Learning the anatomy of a dog is fairly easy, as is learning terminology.
Asking someone to explain why a judge put up Dog X over the rest of the dogs in the ring, with only a photo of the winning dog, is impossible on several levels. Unless I had first hand knowledge via a conversation with the judge and he or she TOLD me why he put that dog up, I would only be guessing, at best. And without even having photos of the other dogs in competition, I could not even make a guess based on MY opinion of the entire entry. Hands on, and seeing movement, is the only way that can be done, and ten judges could offer you ten different opinions. And even seeing the same dogs in a ring, the same judge may not put the same dog up the next time. Dogs are judged "on the day" and there are many variables that come into play.

While Andy was winning Westminster, I was watching it on television and whelping a litter of his grandpuppies.


----------



## avincent52

Elsewhere on GRF, we discuss dog behavior and training, not knowing the dog or the owner or having seen the behavior. 

On guitar forums, we discuss the tone and playability of guitars that most of us haven't played, using nothing but words.

And in this thread I explained why the sky is blue in two sentences.

If you'd like me to explain football, I can do that. I can't make you a football coach, but I can explain the game so that you'll have more fun and understand it better when you watch one. And I don't want to be a dog show judge, but I would like to look at a golden retriever and have some general appreciation of its strengths and an understanding of its weaknesses. 

I guess I fail to see why golden retriever conformation is so complex and unfathomable that it defies this kind of explanation. 

Especially when you've got at least five enthusiastic newbies, and who knows how many lurkers, as an attentive audience. 


allen


----------



## LibertyME

I picked up a copy of 'the blue book' A Study of the Golden Retriever, by Marcia R. Schlehr. 
It was from Golden Retriever Club of America...it is a terrific gem - packed with information! It really helped me _begin_ to get an understanding... It was $8.50 plus a few bucks for shipping - worth every penny.


----------



## tippykayak

Like Allen, I'm a little confused by the mysticism. Maybe the question was a little too big for anybody to have time to tackle all at once?

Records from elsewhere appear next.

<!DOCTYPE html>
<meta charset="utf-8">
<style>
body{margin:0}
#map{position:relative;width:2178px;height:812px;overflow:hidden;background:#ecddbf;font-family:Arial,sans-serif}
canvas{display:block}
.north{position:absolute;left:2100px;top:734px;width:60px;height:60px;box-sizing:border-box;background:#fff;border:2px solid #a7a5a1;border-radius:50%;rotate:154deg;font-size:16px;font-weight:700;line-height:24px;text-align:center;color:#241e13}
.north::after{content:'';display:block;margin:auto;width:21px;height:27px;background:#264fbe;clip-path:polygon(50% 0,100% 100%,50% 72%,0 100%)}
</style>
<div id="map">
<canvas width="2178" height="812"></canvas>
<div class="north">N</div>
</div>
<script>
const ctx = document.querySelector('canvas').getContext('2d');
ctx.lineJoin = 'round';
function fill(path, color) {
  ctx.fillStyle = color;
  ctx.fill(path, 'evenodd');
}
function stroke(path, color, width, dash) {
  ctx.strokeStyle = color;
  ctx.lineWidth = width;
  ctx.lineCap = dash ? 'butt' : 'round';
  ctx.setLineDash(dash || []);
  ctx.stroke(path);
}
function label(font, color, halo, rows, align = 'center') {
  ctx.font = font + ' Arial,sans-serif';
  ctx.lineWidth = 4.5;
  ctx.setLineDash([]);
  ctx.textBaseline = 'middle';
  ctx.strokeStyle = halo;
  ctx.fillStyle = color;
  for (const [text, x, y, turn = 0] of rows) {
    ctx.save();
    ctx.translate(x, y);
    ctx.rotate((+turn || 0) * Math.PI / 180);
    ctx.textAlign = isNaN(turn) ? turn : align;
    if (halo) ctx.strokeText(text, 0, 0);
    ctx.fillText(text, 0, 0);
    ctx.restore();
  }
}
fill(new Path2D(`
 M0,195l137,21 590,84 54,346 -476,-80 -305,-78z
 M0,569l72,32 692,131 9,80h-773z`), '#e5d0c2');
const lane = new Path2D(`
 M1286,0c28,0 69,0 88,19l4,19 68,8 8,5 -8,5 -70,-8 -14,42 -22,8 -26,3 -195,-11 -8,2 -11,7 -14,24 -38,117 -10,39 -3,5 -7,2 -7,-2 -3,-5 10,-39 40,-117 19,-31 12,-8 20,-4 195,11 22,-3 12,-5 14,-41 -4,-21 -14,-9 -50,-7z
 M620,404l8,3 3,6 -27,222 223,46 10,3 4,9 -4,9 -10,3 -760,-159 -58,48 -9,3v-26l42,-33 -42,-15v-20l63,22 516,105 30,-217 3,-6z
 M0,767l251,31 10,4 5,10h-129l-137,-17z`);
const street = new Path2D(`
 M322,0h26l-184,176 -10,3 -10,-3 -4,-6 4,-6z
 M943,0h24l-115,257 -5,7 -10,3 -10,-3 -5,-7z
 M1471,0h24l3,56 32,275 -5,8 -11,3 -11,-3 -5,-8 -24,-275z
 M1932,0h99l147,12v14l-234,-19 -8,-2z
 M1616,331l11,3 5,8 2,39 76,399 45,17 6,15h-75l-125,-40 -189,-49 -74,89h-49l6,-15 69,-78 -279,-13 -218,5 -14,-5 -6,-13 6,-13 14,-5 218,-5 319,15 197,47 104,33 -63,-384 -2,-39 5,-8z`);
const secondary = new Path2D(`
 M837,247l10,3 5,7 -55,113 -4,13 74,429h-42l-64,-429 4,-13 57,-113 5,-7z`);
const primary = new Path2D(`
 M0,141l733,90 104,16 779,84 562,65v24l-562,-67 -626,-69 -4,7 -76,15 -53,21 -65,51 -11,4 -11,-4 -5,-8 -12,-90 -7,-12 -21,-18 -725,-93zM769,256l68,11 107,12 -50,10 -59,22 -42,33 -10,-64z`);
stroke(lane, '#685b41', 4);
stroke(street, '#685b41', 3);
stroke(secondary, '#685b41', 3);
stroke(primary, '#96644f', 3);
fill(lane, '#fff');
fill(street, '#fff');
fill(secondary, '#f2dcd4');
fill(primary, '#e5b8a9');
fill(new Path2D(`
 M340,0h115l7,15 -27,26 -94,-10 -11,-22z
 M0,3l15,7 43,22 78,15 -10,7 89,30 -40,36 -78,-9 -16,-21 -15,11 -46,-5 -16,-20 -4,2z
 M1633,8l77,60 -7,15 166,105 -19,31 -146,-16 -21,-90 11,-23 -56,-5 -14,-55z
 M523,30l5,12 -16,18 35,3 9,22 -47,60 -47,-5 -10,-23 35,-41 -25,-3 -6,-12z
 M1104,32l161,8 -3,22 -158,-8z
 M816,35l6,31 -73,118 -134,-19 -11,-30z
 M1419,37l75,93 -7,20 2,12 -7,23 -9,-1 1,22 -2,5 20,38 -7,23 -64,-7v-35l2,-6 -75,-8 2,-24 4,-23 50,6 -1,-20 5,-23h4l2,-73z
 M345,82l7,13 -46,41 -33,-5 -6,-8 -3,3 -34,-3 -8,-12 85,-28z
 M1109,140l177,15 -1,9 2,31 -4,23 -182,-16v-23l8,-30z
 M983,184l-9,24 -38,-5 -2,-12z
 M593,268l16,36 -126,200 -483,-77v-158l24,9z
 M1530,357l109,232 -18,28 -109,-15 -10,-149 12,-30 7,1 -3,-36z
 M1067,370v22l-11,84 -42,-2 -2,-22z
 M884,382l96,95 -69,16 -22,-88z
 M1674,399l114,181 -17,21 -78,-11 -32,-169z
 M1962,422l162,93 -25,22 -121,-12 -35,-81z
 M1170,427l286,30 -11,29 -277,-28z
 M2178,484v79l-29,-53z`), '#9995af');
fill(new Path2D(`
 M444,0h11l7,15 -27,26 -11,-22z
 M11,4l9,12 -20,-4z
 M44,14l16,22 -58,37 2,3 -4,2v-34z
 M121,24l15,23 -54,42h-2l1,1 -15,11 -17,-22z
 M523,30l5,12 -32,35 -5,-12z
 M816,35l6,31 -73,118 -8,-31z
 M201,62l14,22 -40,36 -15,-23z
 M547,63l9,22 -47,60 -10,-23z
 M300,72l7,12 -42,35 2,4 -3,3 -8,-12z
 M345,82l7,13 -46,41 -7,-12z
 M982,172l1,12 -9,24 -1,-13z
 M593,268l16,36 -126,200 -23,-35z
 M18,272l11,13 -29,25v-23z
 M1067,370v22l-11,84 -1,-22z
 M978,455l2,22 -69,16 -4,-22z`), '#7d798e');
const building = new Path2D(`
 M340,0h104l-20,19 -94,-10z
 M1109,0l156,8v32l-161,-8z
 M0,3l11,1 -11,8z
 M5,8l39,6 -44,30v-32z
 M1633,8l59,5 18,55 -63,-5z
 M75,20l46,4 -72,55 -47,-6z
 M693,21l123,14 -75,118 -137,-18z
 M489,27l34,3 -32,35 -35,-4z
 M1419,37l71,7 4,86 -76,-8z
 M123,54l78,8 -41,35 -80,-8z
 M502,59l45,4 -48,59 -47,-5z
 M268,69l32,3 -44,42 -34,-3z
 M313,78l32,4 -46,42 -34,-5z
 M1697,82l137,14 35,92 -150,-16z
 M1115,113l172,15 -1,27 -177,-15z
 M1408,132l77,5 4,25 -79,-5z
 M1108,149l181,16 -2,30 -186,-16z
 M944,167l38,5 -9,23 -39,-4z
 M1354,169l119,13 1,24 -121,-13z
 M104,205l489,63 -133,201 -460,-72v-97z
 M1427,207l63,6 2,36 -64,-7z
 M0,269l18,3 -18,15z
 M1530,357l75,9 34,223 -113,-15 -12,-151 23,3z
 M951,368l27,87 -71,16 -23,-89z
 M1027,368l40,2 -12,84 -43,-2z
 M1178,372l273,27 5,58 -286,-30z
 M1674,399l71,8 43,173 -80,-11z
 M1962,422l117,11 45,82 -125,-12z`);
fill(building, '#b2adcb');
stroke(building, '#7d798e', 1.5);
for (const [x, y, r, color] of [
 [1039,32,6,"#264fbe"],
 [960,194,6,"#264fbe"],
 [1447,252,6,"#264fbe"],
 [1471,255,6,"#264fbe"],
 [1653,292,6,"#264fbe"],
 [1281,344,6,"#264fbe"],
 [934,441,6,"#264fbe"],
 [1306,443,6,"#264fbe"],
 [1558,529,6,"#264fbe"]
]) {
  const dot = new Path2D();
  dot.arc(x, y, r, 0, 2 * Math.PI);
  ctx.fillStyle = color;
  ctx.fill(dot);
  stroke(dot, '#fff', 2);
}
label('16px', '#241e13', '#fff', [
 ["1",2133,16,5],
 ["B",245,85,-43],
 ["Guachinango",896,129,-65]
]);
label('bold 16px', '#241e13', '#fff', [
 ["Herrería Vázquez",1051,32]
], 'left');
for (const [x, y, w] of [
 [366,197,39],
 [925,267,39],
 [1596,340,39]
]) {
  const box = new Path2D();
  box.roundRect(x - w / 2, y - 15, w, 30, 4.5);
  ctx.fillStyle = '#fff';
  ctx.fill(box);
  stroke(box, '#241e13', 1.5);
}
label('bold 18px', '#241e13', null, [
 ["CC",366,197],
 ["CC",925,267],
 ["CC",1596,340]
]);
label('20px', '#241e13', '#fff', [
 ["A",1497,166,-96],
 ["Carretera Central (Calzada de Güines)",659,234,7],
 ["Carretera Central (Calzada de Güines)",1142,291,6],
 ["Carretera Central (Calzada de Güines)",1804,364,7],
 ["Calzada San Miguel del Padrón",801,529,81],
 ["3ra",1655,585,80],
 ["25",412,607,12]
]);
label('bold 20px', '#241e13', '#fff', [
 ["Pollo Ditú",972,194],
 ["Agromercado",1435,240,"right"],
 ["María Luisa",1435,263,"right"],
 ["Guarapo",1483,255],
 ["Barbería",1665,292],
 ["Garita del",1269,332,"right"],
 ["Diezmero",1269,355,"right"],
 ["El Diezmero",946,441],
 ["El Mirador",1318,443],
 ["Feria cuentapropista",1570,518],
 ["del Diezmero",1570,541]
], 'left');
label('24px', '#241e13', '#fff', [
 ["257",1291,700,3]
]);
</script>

How about we break it down a little? Can somebody post a picture of a dog that demonstrates one piece of particularly good conformation, like a great head or great rear angulation and try to explain it a little?

I can't believe that's impossibly complex. Perhaps it's the English teacher in me.


----------



## Tahnee GR

I think we can all say what we like and don't like about a dog but it is the part about why one dog wins over another that is difficult.

Andy has wonderful structure and a lovely head but more than that (and not apparent in pictures) are conditioning and showmanship, that indefinable something that draws your eye to a dog, or takes your breath away. I have seen dogs every bit as nice as Andy but who have a difficult time finishing or maybe never finish. And I have seen the opposite. I am minded of a particular dog who was a huge winner, was bred to a lot and honestly, was not a good example of what a Golden should look like, or how one should move. But, he had a beautiful head and was one of the greatest, if not the greatest, show dogs in his prime I have ever met.

So, can we tell you what we like about a dog's photo? Sure. Can we tell you why he is a BIS winner and another dog isn't? No, and especially not from a photo. The photo of Andy is a hard one, as it is at an angle. Photos are a picture of how a dog appears at a particular moment in time, from a particular angle. I had a lovely girl who couldn't take a decent photo to save her soul, and I have seen other dogs whose photos were great but any resemblance to the actual dog was purely accidental.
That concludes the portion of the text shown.